====== Information supplied ======

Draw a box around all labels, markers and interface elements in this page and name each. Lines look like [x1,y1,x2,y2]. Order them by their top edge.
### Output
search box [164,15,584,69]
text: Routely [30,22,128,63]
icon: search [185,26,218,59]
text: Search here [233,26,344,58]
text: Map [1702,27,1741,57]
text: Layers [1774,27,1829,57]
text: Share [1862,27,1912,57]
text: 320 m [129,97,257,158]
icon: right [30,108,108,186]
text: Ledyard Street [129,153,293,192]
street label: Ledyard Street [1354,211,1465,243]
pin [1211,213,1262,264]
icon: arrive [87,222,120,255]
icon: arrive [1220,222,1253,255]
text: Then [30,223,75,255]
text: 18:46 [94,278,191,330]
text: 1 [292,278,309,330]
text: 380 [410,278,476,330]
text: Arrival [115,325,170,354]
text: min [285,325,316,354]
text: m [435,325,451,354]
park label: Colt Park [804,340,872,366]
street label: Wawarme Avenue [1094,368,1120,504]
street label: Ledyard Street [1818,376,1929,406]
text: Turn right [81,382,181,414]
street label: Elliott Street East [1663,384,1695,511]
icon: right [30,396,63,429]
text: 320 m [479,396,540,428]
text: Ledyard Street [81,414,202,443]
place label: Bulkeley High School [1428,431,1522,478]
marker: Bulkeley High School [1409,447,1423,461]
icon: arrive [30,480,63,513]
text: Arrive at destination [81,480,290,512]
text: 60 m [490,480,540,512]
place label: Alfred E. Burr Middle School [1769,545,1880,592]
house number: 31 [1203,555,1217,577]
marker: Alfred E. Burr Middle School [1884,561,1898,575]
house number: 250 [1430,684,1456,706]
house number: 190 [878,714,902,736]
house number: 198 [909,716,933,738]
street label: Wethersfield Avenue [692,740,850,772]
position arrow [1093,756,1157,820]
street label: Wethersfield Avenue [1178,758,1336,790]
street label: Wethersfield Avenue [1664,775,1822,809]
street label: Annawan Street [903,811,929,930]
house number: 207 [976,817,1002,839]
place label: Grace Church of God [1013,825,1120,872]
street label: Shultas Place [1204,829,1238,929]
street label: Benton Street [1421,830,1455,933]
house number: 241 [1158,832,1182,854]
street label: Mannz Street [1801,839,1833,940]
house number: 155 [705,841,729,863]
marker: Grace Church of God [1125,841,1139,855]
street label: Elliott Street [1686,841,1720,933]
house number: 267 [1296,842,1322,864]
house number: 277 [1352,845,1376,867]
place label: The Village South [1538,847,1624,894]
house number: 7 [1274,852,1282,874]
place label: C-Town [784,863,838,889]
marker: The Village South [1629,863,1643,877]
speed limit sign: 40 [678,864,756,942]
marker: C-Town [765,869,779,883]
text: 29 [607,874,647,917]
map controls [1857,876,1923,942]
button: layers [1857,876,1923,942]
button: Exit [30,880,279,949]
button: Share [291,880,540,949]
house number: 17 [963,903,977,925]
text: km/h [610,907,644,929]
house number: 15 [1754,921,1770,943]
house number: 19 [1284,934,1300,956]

======

Task instructions: Each line above must be returned exactly as written.

Exercise solution:
Draw a box around all labels, markers and interface elements in this page and name each. Lines look like [x1,y1,x2,y2]. Order them by their top edge.
### Output
search box [164,15,584,69]
text: Routely [30,22,128,63]
icon: search [185,26,218,59]
text: Search here [233,26,344,58]
text: Map [1702,27,1741,57]
text: Layers [1774,27,1829,57]
text: Share [1862,27,1912,57]
text: 320 m [129,97,257,158]
icon: right [30,108,108,186]
text: Ledyard Street [129,153,293,192]
street label: Ledyard Street [1354,211,1465,243]
pin [1211,213,1262,264]
icon: arrive [87,222,120,255]
icon: arrive [1220,222,1253,255]
text: Then [30,223,75,255]
text: 18:46 [94,278,191,330]
text: 1 [292,278,309,330]
text: 380 [410,278,476,330]
text: Arrival [115,325,170,354]
text: min [285,325,316,354]
text: m [435,325,451,354]
park label: Colt Park [804,340,872,366]
street label: Wawarme Avenue [1094,368,1120,504]
street label: Ledyard Street [1818,376,1929,406]
text: Turn right [81,382,181,414]
street label: Elliott Street East [1663,384,1695,511]
icon: right [30,396,63,429]
text: 320 m [479,396,540,428]
text: Ledyard Street [81,414,202,443]
place label: Bulkeley High School [1428,431,1522,478]
marker: Bulkeley High School [1409,447,1423,461]
icon: arrive [30,480,63,513]
text: Arrive at destination [81,480,290,512]
text: 60 m [490,480,540,512]
place label: Alfred E. Burr Middle School [1769,545,1880,592]
house number: 31 [1203,555,1217,577]
marker: Alfred E. Burr Middle School [1884,561,1898,575]
house number: 250 [1430,684,1456,706]
house number: 190 [878,714,902,736]
house number: 198 [909,716,933,738]
street label: Wethersfield Avenue [692,740,850,772]
position arrow [1093,756,1157,820]
street label: Wethersfield Avenue [1178,758,1336,790]
street label: Wethersfield Avenue [1664,775,1822,809]
street label: Annawan Street [903,811,929,930]
house number: 207 [976,817,1002,839]
place label: Grace Church of God [1013,825,1120,872]
street label: Shultas Place [1204,829,1238,929]
street label: Benton Street [1421,830,1455,933]
house number: 241 [1158,832,1182,854]
street label: Mannz Street [1801,839,1833,940]
house number: 155 [705,841,729,863]
marker: Grace Church of God [1125,841,1139,855]
street label: Elliott Street [1686,841,1720,933]
house number: 267 [1296,842,1322,864]
house number: 277 [1352,845,1376,867]
place label: The Village South [1538,847,1624,894]
house number: 7 [1274,852,1282,874]
place label: C-Town [784,863,838,889]
marker: The Village South [1629,863,1643,877]
speed limit sign: 40 [678,864,756,942]
marker: C-Town [765,869,779,883]
text: 29 [607,874,647,917]
map controls [1857,876,1923,942]
button: layers [1857,876,1923,942]
button: Exit [30,880,279,949]
button: Share [291,880,540,949]
house number: 17 [963,903,977,925]
text: km/h [610,907,644,929]
house number: 15 [1754,921,1770,943]
house number: 19 [1284,934,1300,956]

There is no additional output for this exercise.